● **What is needed**: Return only the lines from the top of the data down to the one that holds "I need the bounding", both included, without any pictures.

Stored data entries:
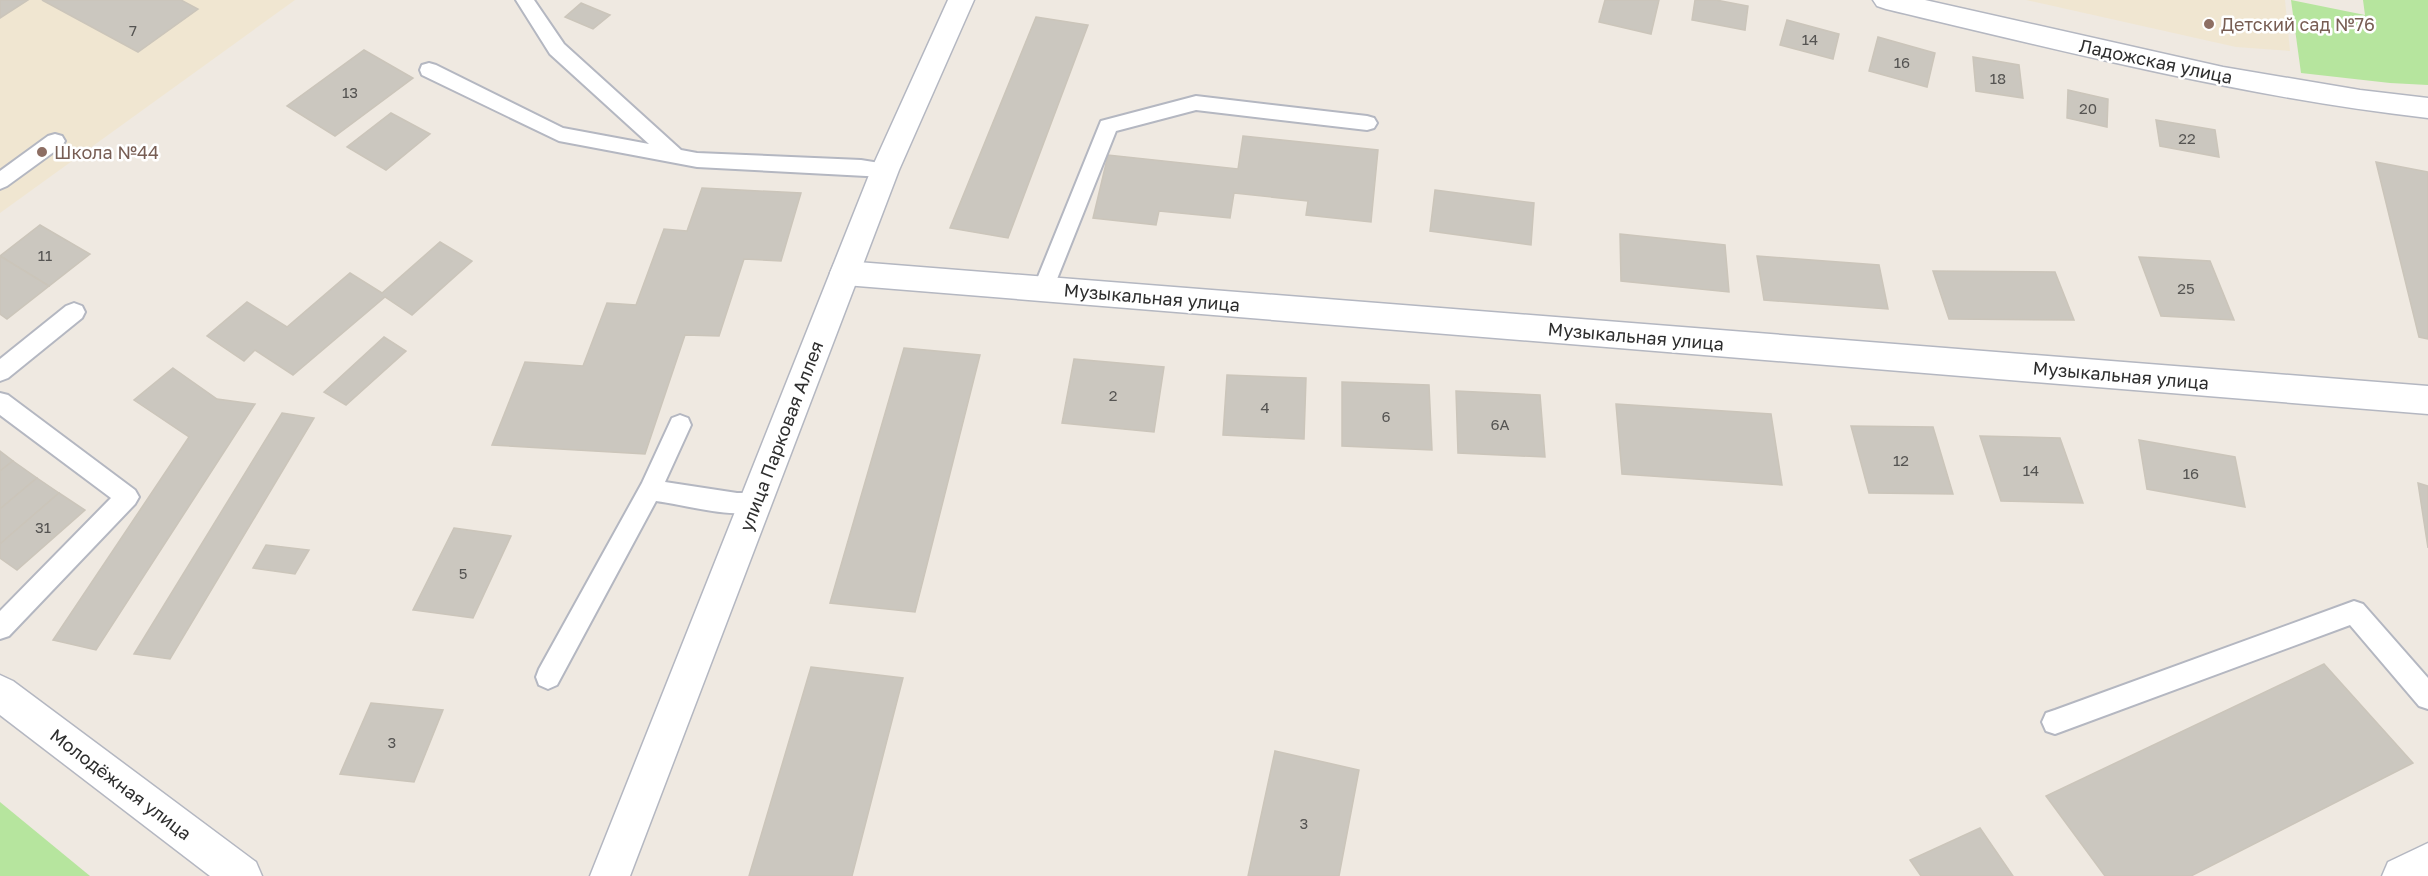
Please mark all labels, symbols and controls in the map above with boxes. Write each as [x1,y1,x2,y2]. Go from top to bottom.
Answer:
place label: Детский сад №76 [2221,13,2375,35]
marker: Детский сад №76 [2202,17,2216,31]
house number: 7 [129,21,137,39]
house number: 14 [1802,30,1818,48]
street label: Ладожская улица [2077,34,2235,88]
house number: 16 [1894,53,1910,71]
house number: 18 [1990,69,2006,87]
house number: 13 [342,83,358,101]
house number: 20 [2079,99,2097,117]
house number: 22 [2178,129,2196,147]
place label: Школа №44 [54,141,159,163]
marker: Школа №44 [35,145,49,159]
house number: 11 [38,246,52,264]
street label: Музыкальная улица [1063,278,1241,316]
house number: 25 [2177,279,2195,297]
street label: Музыкальная улица [1547,317,1725,355]
street label: улица Парковая Аллея [735,338,827,534]
street label: Музыкальная улица [2032,356,2210,394]
house number: 2 [1109,386,1117,404]
house number: 4 [1260,398,1270,416]
house number: 6 [1381,407,1391,425]
house number: 6А [1490,415,1510,433]
house number: 12 [1893,451,1909,469]
house number: 14 [2023,461,2039,479]
house number: 16 [2183,464,2199,482]
house number: 31 [35,518,51,536]
house number: 5 [459,564,467,582]
street label: Молодёжная улица [46,724,196,844]
house number: 3 [388,733,396,751]
house number: 3 [1300,814,1308,832]

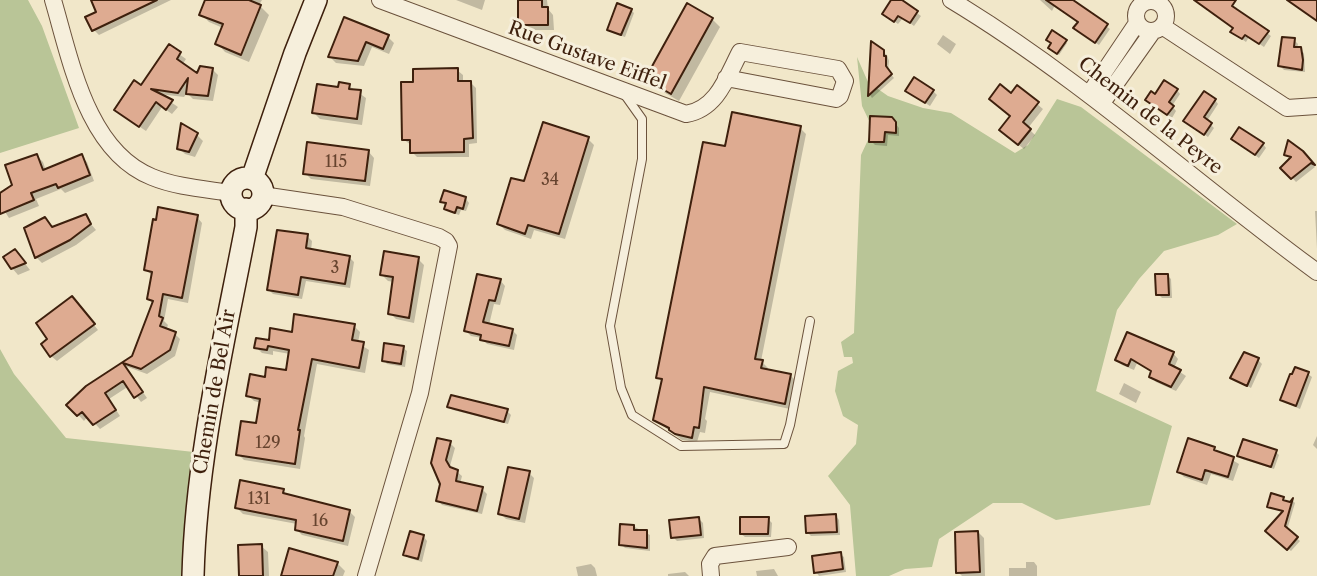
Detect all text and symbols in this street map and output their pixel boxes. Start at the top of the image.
street label: Rue Gustave Eiffel [505,17,669,95]
street label: Chemin de la Peyre [1073,53,1227,179]
house number: 115 [325,152,347,172]
house number: 34 [541,170,559,190]
house number: 3 [331,258,339,278]
street label: Chemin de Bel Air [189,308,241,476]
house number: 129 [255,433,281,453]
house number: 131 [248,489,270,509]
house number: 16 [312,511,328,531]

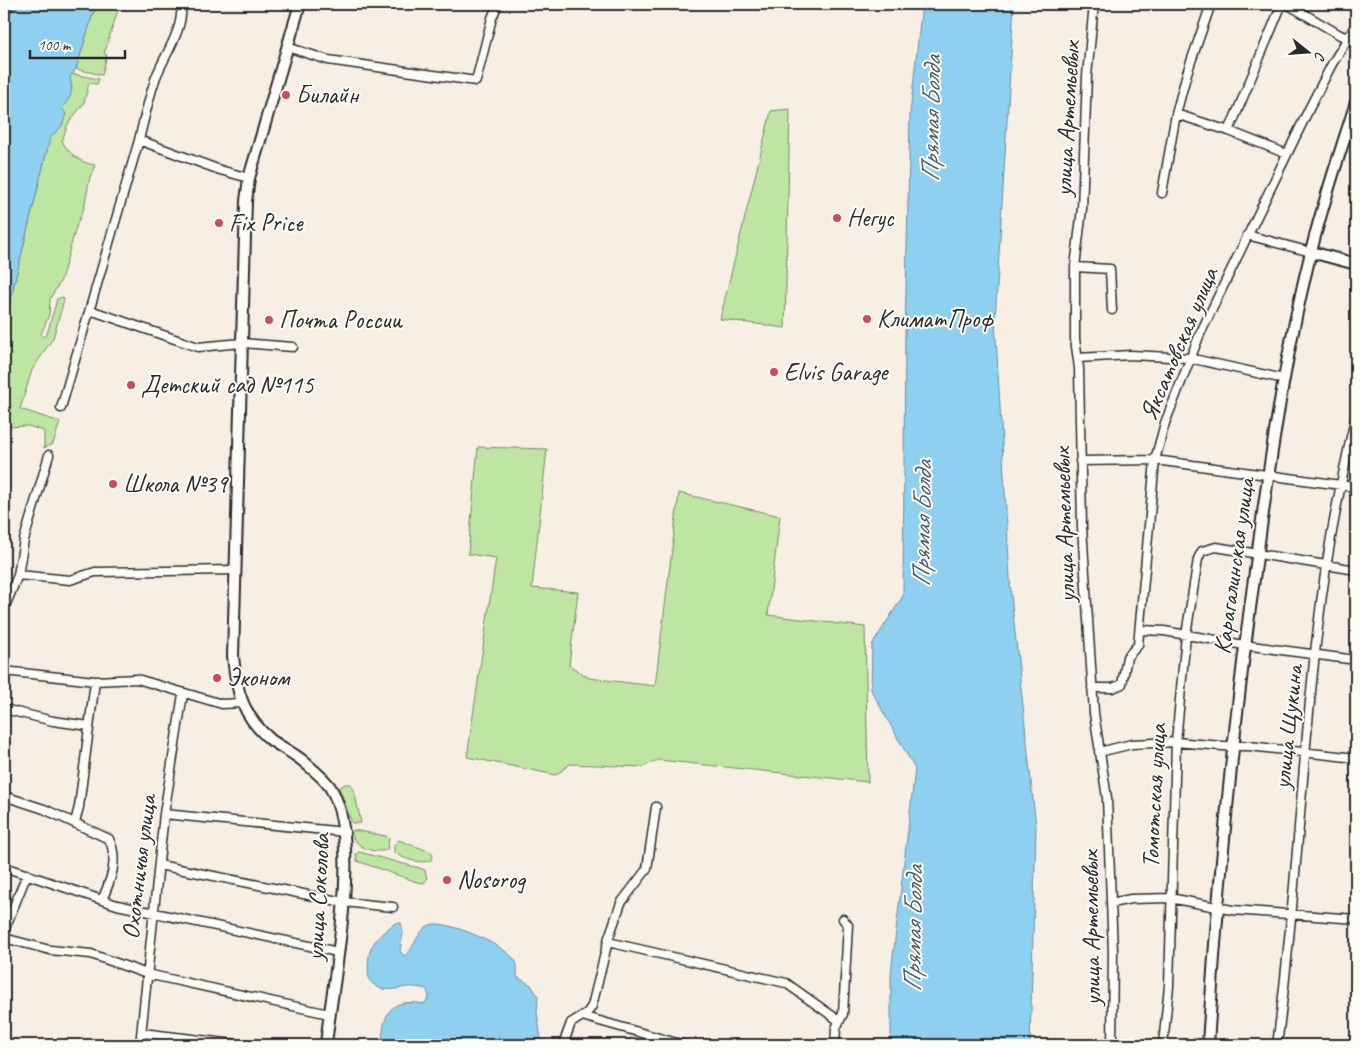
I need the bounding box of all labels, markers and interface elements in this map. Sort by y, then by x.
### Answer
scale bar [30,28,125,60]
north arrow [1282,28,1332,78]
text: 100 m [38,36,72,55]
street label: улица Артемьевых [1047,38,1087,199]
text: С [1310,50,1329,63]
water label: Прямая Болда [913,53,949,182]
place label: Билайн [296,79,360,111]
marker: Билайн [280,89,292,101]
place label: Негус [847,202,895,234]
place label: Fix Price [229,207,304,239]
marker: Негус [831,212,843,224]
marker: Fix Price [213,217,225,229]
street label: Яксатовская улица [1132,261,1226,425]
place label: КлиматПроф [877,303,994,335]
place label: Почта России [279,304,403,336]
marker: КлиматПроф [861,313,873,325]
marker: Почта России [263,314,275,326]
place label: Elvis Garage [784,356,889,388]
marker: Elvis Garage [768,366,780,378]
place label: Детский сад №115 [141,369,315,401]
marker: Детский сад №115 [125,379,137,391]
street label: улица Артемьевых [1045,445,1083,605]
water label: Прямая Болда [904,458,940,587]
place label: Школа №39 [123,468,229,500]
street label: Карагалинская улица [1206,473,1263,656]
marker: Школа №39 [107,478,119,490]
street label: улица Щукина [1265,661,1311,793]
place label: Эконом [227,662,291,694]
marker: Эконом [211,672,223,684]
street label: Томотская улица [1134,721,1174,869]
street label: Охотничья улица [114,790,164,941]
street label: улица Соколова [299,830,337,963]
street label: улица Артемьевых [1074,848,1108,1008]
water label: Прямая Болда [895,863,931,992]
place label: Nosorog [457,864,527,896]
marker: Nosorog [441,874,453,886]

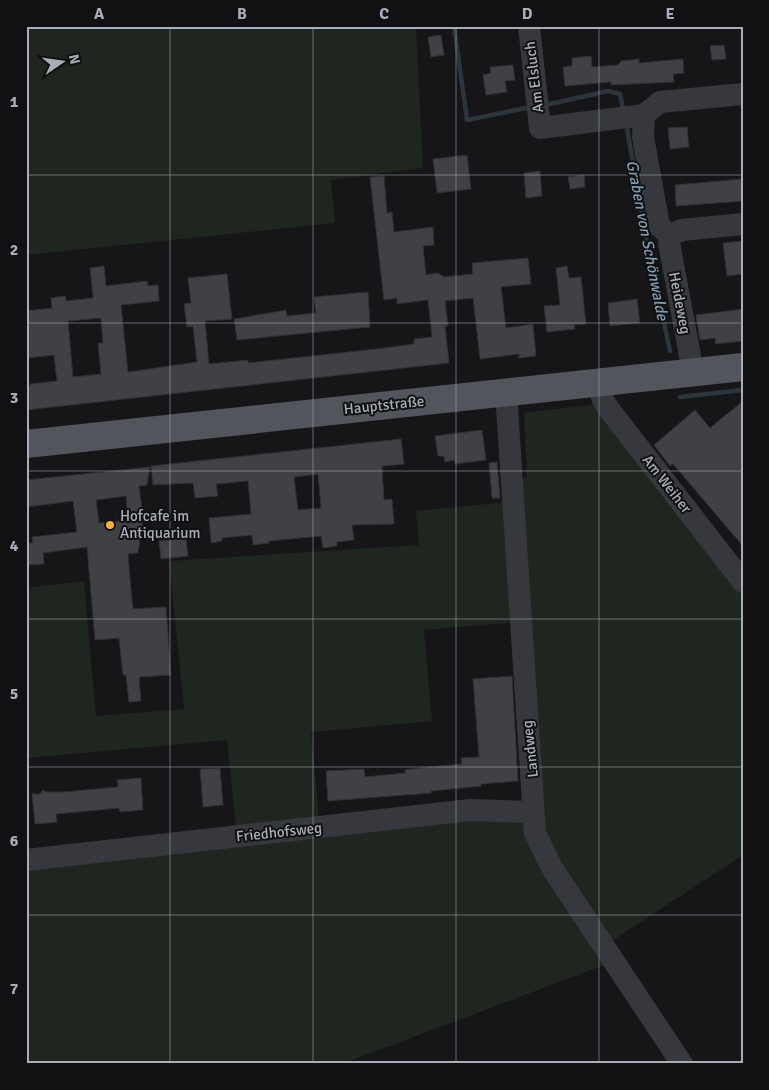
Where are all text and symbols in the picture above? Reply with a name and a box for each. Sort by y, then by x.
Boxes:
text: A [94,4,105,24]
text: B [237,4,247,24]
text: C [379,4,389,24]
text: D [522,4,533,24]
text: E [665,4,675,24]
north arrow [38,38,88,88]
street label: Am Elsluch [521,40,547,114]
text: N [65,53,84,66]
text: 1 [10,92,19,112]
water label: Graben von Schönwalde [622,158,673,323]
text: 2 [10,240,18,260]
street label: Heideweg [665,270,695,336]
text: 3 [10,388,18,408]
street label: Hauptstraße [343,392,425,418]
street label: Am Weiher [639,451,696,517]
place label: Hofcafe im Antiquarium [120,507,201,542]
marker: Hofcafe im Antiquarium [104,519,116,531]
text: 4 [10,536,19,556]
text: 5 [10,684,18,704]
street label: Landweg [518,719,542,779]
street label: Friedhofsweg [235,819,323,845]
text: 6 [10,831,19,851]
text: 7 [10,979,19,999]

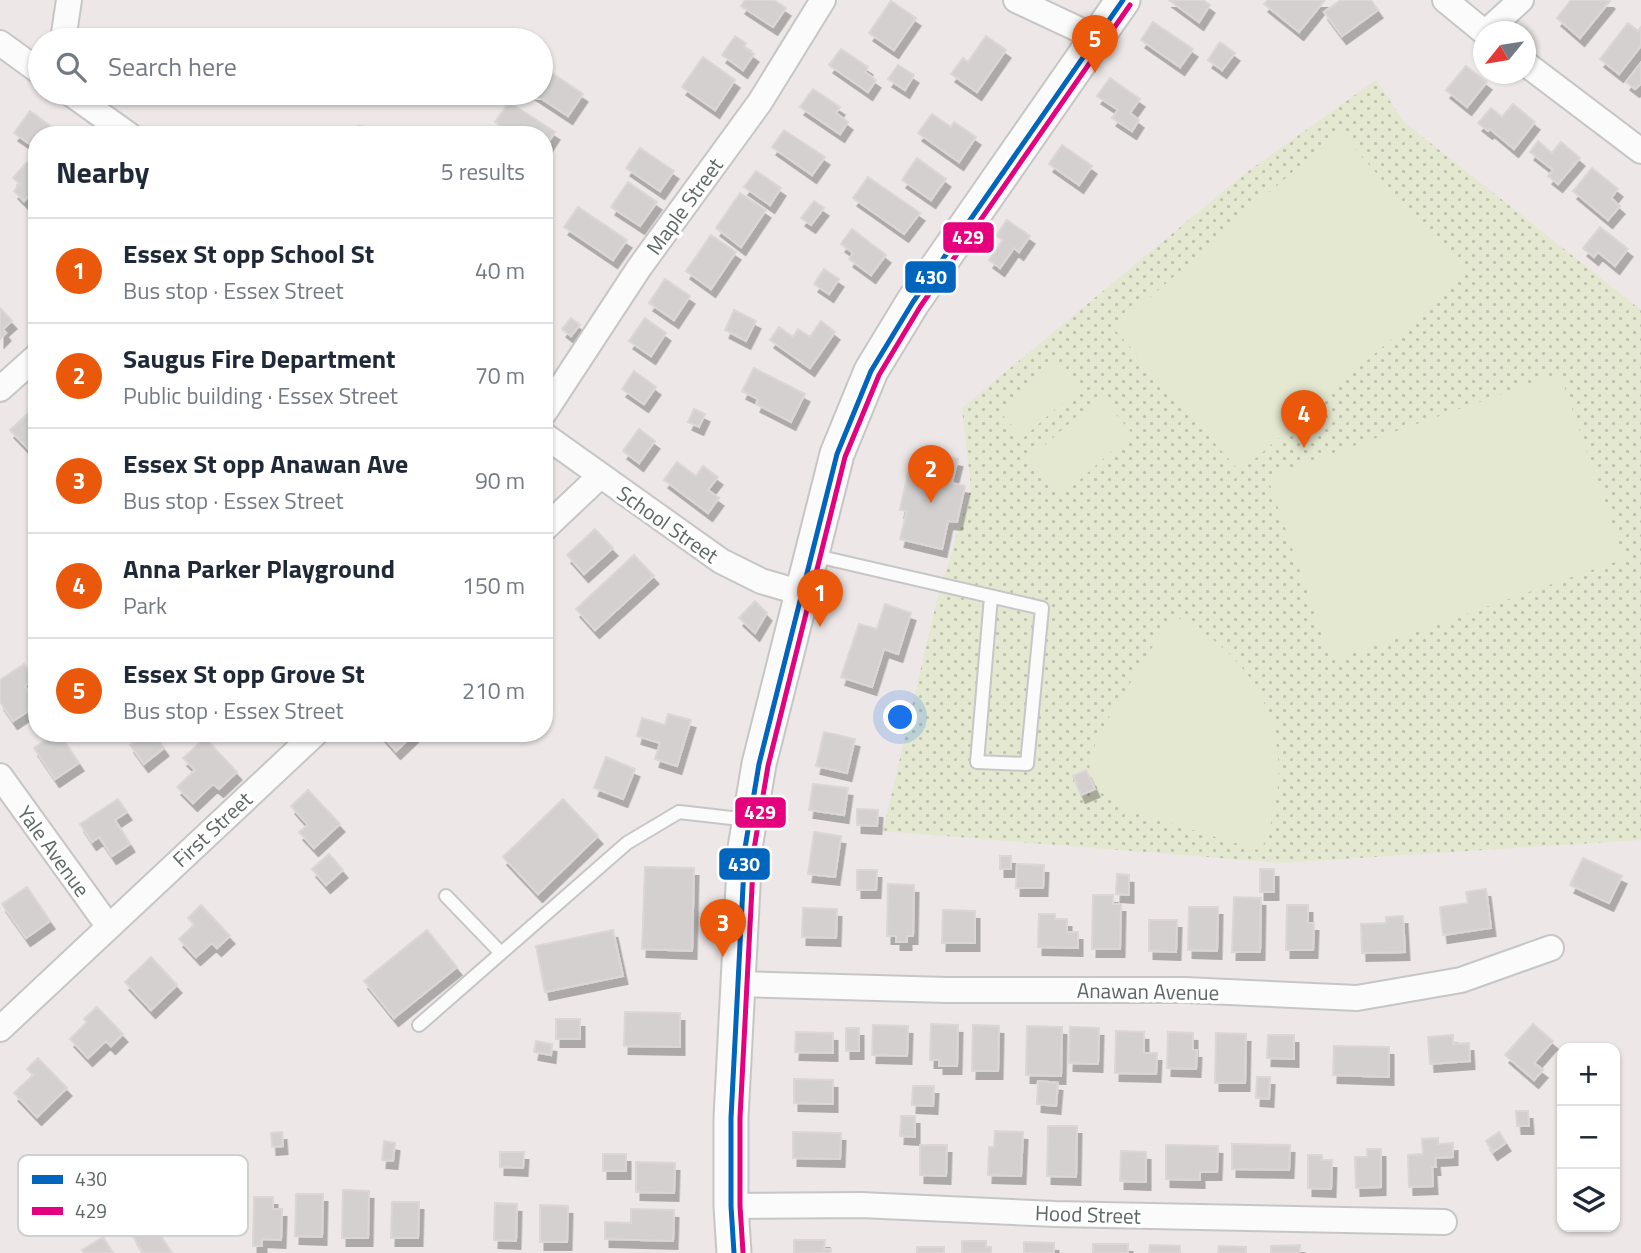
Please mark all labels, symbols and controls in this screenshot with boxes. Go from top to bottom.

● **Response to this exercise**:
Please mark all labels, symbols and controls in the map above with boxes. Write each as [x1,y1,x2,y2]. Go from top to bottom.
Answer:
place label: Детский сад №76 [2221,13,2375,35]
marker: Детский сад №76 [2202,17,2216,31]
house number: 7 [129,21,137,39]
house number: 14 [1802,30,1818,48]
street label: Ладожская улица [2077,34,2235,88]
house number: 16 [1894,53,1910,71]
house number: 18 [1990,69,2006,87]
house number: 13 [342,83,358,101]
house number: 20 [2079,99,2097,117]
house number: 22 [2178,129,2196,147]
place label: Школа №44 [54,141,159,163]
marker: Школа №44 [35,145,49,159]
house number: 11 [38,246,52,264]
street label: Музыкальная улица [1063,278,1241,316]
house number: 25 [2177,279,2195,297]
street label: Музыкальная улица [1547,317,1725,355]
street label: улица Парковая Аллея [735,338,827,534]
street label: Музыкальная улица [2032,356,2210,394]
house number: 2 [1109,386,1117,404]
house number: 4 [1260,398,1270,416]
house number: 6 [1381,407,1391,425]
house number: 6А [1490,415,1510,433]
house number: 12 [1893,451,1909,469]
house number: 14 [2023,461,2039,479]
house number: 16 [2183,464,2199,482]
house number: 31 [35,518,51,536]
house number: 5 [459,564,467,582]
street label: Молодёжная улица [46,724,196,844]
house number: 3 [388,733,396,751]
house number: 3 [1300,814,1308,832]

Detect all text and symbols in this street map and output their pixel boxes. Start at the top of the image.
street label: Rue Gustave Eiffel [505,17,669,95]
street label: Chemin de la Peyre [1073,53,1227,179]
house number: 115 [325,152,347,172]
house number: 34 [541,170,559,190]
house number: 3 [331,258,339,278]
street label: Chemin de Bel Air [189,308,241,476]
house number: 129 [255,433,281,453]
house number: 131 [248,489,270,509]
house number: 16 [312,511,328,531]

I need the bounding box of all labels, markers and interface elements in this map. Sort by y, then by x.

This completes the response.